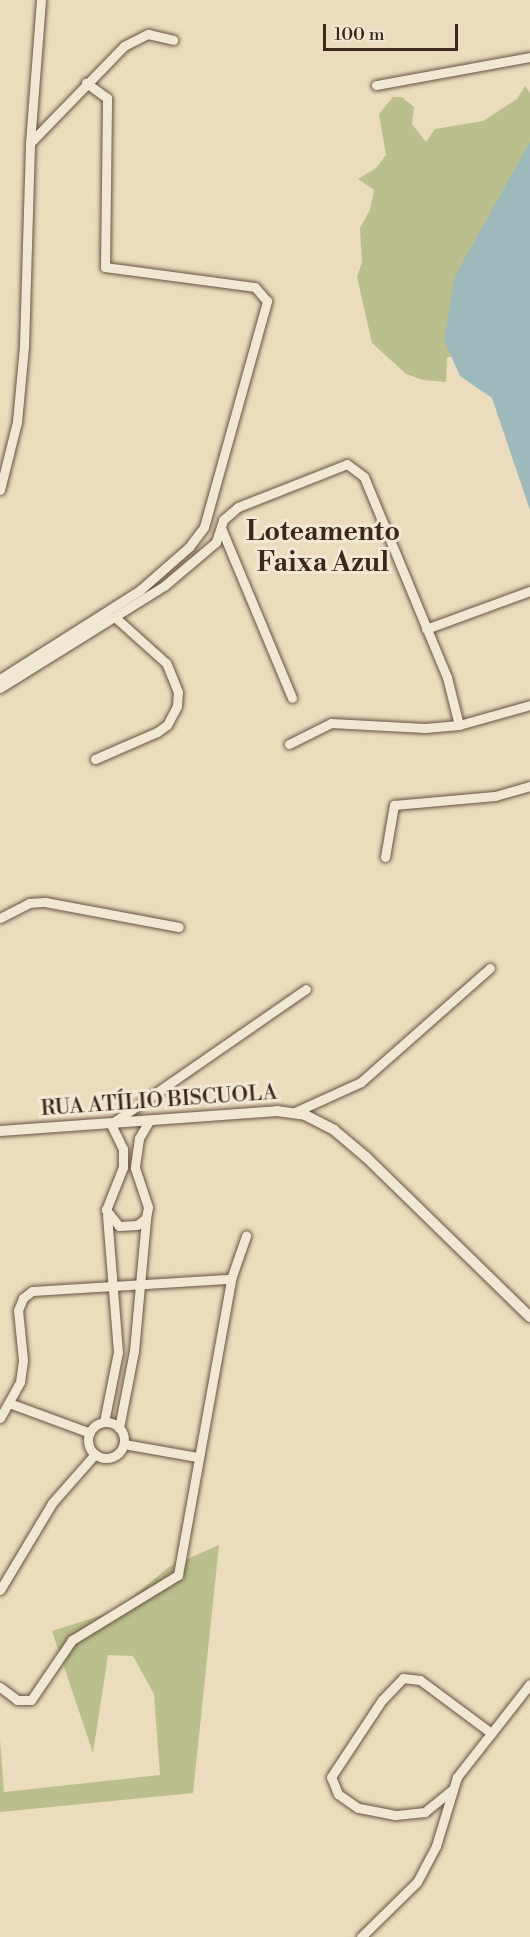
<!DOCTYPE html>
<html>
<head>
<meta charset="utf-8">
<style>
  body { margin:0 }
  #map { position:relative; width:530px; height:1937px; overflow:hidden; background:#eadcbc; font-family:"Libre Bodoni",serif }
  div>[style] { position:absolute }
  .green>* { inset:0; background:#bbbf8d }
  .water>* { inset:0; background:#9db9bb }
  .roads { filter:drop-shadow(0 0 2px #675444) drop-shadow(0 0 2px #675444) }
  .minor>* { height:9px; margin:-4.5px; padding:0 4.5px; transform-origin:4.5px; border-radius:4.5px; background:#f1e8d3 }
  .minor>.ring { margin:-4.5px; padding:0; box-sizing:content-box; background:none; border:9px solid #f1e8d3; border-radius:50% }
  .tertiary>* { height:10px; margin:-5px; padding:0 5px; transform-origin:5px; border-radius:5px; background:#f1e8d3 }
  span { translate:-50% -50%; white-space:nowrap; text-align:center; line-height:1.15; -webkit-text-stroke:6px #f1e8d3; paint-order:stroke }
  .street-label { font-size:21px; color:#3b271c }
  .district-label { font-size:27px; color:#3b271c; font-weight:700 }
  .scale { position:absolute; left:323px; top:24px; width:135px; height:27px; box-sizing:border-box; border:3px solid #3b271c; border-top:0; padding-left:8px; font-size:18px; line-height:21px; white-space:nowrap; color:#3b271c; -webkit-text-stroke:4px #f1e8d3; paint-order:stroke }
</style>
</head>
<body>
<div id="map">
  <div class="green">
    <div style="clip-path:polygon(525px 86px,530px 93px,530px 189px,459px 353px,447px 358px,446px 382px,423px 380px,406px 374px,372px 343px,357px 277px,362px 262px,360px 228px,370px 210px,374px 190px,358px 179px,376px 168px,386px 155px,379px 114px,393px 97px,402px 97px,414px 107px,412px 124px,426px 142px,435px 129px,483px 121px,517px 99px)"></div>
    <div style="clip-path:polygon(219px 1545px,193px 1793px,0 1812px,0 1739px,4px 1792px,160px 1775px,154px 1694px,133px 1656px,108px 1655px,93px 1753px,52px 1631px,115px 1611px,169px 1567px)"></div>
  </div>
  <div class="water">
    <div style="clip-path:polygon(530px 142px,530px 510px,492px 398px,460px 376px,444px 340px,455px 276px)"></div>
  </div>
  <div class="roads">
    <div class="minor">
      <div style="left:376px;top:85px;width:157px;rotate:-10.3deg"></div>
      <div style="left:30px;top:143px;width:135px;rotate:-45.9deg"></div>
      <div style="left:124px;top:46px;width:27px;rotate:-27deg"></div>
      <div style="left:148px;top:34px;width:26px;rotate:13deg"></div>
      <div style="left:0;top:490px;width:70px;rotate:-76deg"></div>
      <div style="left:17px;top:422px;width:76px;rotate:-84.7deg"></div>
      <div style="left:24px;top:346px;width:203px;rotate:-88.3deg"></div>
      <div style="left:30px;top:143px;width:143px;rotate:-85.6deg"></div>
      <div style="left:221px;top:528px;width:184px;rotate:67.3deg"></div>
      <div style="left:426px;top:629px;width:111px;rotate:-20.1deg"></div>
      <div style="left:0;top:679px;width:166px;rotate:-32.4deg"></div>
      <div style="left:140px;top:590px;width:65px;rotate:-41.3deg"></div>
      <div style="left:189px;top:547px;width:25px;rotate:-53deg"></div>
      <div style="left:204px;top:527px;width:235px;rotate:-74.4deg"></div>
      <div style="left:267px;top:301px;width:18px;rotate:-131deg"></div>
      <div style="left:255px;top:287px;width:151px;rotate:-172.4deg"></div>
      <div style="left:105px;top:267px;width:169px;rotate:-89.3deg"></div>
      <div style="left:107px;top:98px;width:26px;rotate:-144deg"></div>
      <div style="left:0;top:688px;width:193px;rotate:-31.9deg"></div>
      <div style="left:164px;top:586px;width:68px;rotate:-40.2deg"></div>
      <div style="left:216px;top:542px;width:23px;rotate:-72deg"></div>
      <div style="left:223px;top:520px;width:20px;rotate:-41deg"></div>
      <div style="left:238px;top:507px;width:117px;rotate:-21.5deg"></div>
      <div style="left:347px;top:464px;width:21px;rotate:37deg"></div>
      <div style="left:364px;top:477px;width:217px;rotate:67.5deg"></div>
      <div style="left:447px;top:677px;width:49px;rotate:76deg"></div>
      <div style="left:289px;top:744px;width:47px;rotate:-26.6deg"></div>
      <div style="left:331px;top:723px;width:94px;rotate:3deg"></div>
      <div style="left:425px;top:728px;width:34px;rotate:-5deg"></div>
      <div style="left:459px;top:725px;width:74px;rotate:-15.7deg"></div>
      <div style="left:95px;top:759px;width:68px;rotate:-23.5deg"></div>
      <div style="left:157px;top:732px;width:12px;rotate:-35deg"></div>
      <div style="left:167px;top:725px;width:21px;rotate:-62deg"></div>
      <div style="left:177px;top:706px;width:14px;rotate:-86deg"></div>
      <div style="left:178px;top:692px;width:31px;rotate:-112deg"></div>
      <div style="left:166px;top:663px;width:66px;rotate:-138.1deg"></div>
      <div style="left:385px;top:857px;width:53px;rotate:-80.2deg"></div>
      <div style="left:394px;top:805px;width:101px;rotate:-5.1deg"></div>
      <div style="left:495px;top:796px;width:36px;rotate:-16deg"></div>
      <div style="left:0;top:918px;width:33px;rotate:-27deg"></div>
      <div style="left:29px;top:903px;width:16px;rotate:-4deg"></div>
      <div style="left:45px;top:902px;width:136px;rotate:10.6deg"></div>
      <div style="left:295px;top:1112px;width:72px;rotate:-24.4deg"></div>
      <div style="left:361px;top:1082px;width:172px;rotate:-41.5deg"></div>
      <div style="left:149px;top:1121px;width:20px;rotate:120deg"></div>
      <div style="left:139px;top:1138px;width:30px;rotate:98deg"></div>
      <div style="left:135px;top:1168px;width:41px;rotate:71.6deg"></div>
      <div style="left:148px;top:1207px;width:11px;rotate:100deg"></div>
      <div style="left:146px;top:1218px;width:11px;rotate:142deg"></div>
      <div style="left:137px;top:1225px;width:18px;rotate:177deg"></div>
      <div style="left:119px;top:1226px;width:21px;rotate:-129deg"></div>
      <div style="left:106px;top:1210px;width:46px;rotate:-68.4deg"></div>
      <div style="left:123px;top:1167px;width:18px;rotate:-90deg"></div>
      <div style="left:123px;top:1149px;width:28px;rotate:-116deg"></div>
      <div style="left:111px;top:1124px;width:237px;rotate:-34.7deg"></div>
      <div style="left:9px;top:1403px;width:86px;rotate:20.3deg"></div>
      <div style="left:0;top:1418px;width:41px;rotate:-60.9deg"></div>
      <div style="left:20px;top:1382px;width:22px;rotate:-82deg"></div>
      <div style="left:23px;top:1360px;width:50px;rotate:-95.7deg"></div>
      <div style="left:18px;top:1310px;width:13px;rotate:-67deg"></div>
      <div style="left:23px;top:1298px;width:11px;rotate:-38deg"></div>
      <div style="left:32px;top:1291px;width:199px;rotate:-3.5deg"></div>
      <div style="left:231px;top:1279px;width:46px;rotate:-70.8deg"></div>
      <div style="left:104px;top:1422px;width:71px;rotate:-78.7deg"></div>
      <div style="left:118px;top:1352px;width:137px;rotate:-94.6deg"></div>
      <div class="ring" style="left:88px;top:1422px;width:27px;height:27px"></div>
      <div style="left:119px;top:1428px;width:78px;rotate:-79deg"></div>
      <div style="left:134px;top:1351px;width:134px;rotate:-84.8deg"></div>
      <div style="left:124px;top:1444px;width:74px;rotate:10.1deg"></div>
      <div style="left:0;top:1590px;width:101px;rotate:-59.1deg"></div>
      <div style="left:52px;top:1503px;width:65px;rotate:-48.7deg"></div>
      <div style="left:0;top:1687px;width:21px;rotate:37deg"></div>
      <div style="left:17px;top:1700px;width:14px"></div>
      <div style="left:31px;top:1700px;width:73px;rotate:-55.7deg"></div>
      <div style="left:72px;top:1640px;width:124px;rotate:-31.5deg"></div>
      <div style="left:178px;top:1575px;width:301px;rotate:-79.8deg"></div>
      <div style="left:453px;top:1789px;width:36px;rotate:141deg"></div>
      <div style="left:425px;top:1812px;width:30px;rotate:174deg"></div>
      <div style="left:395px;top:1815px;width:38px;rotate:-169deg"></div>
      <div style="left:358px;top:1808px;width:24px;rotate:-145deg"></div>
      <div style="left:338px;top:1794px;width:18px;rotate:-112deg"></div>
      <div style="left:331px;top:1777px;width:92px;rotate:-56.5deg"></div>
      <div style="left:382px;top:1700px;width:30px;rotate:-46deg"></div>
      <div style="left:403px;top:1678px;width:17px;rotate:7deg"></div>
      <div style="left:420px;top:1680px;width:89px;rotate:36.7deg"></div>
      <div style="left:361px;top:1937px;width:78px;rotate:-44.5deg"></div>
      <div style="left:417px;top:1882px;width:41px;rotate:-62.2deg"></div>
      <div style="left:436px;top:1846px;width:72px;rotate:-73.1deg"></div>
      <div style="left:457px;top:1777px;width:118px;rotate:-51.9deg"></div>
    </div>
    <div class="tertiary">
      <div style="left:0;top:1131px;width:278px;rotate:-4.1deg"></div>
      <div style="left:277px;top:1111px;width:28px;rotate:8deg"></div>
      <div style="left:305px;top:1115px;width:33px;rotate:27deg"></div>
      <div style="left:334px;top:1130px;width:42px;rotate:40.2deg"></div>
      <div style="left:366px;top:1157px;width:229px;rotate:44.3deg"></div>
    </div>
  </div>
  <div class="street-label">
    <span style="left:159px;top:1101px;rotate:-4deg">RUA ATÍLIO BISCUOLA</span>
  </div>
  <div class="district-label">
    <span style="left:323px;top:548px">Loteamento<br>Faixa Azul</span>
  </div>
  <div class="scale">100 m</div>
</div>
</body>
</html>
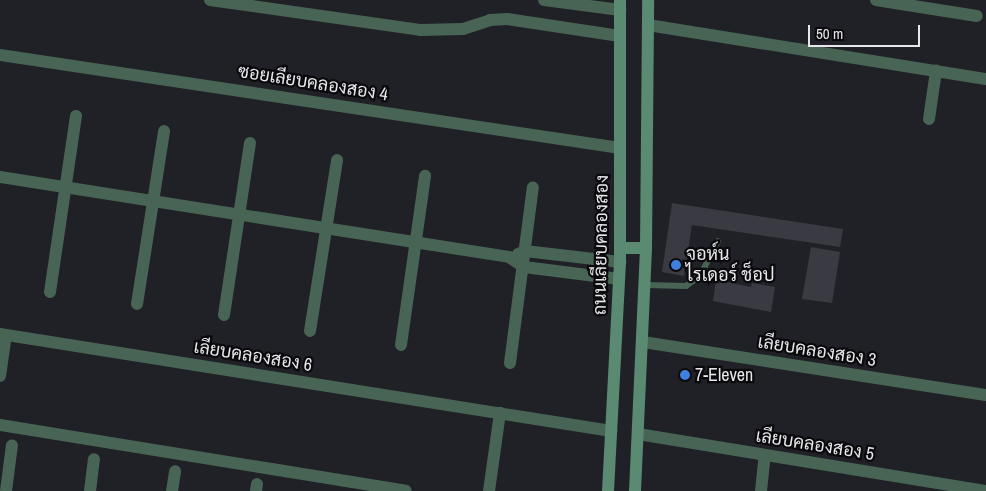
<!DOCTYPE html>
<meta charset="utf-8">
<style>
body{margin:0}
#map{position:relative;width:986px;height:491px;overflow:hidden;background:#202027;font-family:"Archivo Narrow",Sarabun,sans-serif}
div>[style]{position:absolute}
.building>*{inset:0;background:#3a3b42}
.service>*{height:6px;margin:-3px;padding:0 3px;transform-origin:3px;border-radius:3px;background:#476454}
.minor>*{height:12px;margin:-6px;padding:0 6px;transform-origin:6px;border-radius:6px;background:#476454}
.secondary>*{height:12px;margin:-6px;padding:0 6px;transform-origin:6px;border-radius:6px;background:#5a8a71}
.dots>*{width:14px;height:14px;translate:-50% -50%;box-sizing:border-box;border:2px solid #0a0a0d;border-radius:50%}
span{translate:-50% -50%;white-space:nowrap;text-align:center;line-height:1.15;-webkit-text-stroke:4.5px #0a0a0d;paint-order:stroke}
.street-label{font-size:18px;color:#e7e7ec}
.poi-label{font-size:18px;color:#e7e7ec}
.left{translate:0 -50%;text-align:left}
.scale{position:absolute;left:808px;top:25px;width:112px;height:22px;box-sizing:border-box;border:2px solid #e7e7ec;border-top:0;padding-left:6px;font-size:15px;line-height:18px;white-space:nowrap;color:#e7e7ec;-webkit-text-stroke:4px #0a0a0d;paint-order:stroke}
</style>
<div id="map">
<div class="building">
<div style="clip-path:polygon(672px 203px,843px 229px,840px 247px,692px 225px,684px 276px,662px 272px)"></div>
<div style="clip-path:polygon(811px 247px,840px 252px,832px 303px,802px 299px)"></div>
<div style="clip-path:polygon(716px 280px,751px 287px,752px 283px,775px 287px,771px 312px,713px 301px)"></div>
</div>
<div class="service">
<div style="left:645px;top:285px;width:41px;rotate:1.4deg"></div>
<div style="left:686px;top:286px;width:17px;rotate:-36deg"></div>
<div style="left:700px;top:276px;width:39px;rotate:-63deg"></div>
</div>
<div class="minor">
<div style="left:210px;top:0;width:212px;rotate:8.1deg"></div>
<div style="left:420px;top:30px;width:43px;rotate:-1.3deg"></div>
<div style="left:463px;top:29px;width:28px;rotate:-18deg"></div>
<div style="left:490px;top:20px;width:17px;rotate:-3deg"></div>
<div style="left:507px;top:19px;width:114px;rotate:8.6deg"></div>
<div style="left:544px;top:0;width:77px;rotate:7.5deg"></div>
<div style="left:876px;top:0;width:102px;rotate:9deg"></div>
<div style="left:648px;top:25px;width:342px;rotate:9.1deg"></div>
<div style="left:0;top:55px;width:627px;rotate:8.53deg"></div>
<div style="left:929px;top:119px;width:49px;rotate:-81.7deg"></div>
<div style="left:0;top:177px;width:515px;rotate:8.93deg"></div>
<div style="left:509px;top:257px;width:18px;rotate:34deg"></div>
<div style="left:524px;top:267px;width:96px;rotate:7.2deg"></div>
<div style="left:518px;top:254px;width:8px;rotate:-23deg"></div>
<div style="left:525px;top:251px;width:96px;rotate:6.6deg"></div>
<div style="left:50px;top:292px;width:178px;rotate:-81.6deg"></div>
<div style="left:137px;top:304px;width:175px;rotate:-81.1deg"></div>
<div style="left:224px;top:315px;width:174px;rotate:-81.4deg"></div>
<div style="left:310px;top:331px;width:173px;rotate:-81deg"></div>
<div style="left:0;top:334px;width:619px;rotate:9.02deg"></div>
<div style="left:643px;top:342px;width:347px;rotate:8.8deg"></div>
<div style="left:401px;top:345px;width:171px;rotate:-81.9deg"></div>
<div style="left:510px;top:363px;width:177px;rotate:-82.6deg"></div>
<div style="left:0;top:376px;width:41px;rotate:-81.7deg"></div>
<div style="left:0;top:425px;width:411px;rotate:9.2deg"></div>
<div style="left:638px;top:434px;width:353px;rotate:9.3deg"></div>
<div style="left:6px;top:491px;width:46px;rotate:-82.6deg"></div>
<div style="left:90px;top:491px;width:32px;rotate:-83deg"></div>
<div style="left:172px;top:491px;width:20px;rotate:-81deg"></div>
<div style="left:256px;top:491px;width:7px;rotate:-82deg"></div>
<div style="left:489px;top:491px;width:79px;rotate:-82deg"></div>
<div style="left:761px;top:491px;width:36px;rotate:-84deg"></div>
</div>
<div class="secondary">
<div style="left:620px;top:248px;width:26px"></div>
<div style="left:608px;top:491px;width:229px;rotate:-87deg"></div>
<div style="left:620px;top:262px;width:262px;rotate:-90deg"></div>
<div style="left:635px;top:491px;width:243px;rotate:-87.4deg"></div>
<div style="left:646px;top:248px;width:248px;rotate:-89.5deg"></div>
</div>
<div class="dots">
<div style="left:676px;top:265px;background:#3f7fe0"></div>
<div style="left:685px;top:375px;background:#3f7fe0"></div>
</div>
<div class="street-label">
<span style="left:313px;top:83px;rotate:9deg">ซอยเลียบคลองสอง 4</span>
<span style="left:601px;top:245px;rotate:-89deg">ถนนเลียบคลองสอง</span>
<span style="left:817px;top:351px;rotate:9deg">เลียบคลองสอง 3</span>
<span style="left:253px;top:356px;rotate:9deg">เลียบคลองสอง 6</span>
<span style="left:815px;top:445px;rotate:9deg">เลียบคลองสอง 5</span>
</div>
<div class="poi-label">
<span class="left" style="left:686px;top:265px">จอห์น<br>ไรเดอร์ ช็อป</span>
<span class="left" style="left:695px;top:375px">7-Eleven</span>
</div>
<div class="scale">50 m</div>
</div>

What to work on. The answer should contain only the lines from the beginning of the material above through the line with "filter:drop-shadow(0 0 2px", retyped exactly, with the pictures removed.

Reply to the exercise.
<!DOCTYPE html>
<html>
<head>
<meta charset="utf-8">
<style>
  body { margin:0 }
  #map { position:relative; width:530px; height:1937px; overflow:hidden; background:#eadcbc; font-family:"Libre Bodoni",serif }
  div>[style] { position:absolute }
  .green>* { inset:0; background:#bbbf8d }
  .water>* { inset:0; background:#9db9bb }
  .roads { filter:drop-shadow(0 0 2px #675444) drop-shadow(0 0 2px #675444) }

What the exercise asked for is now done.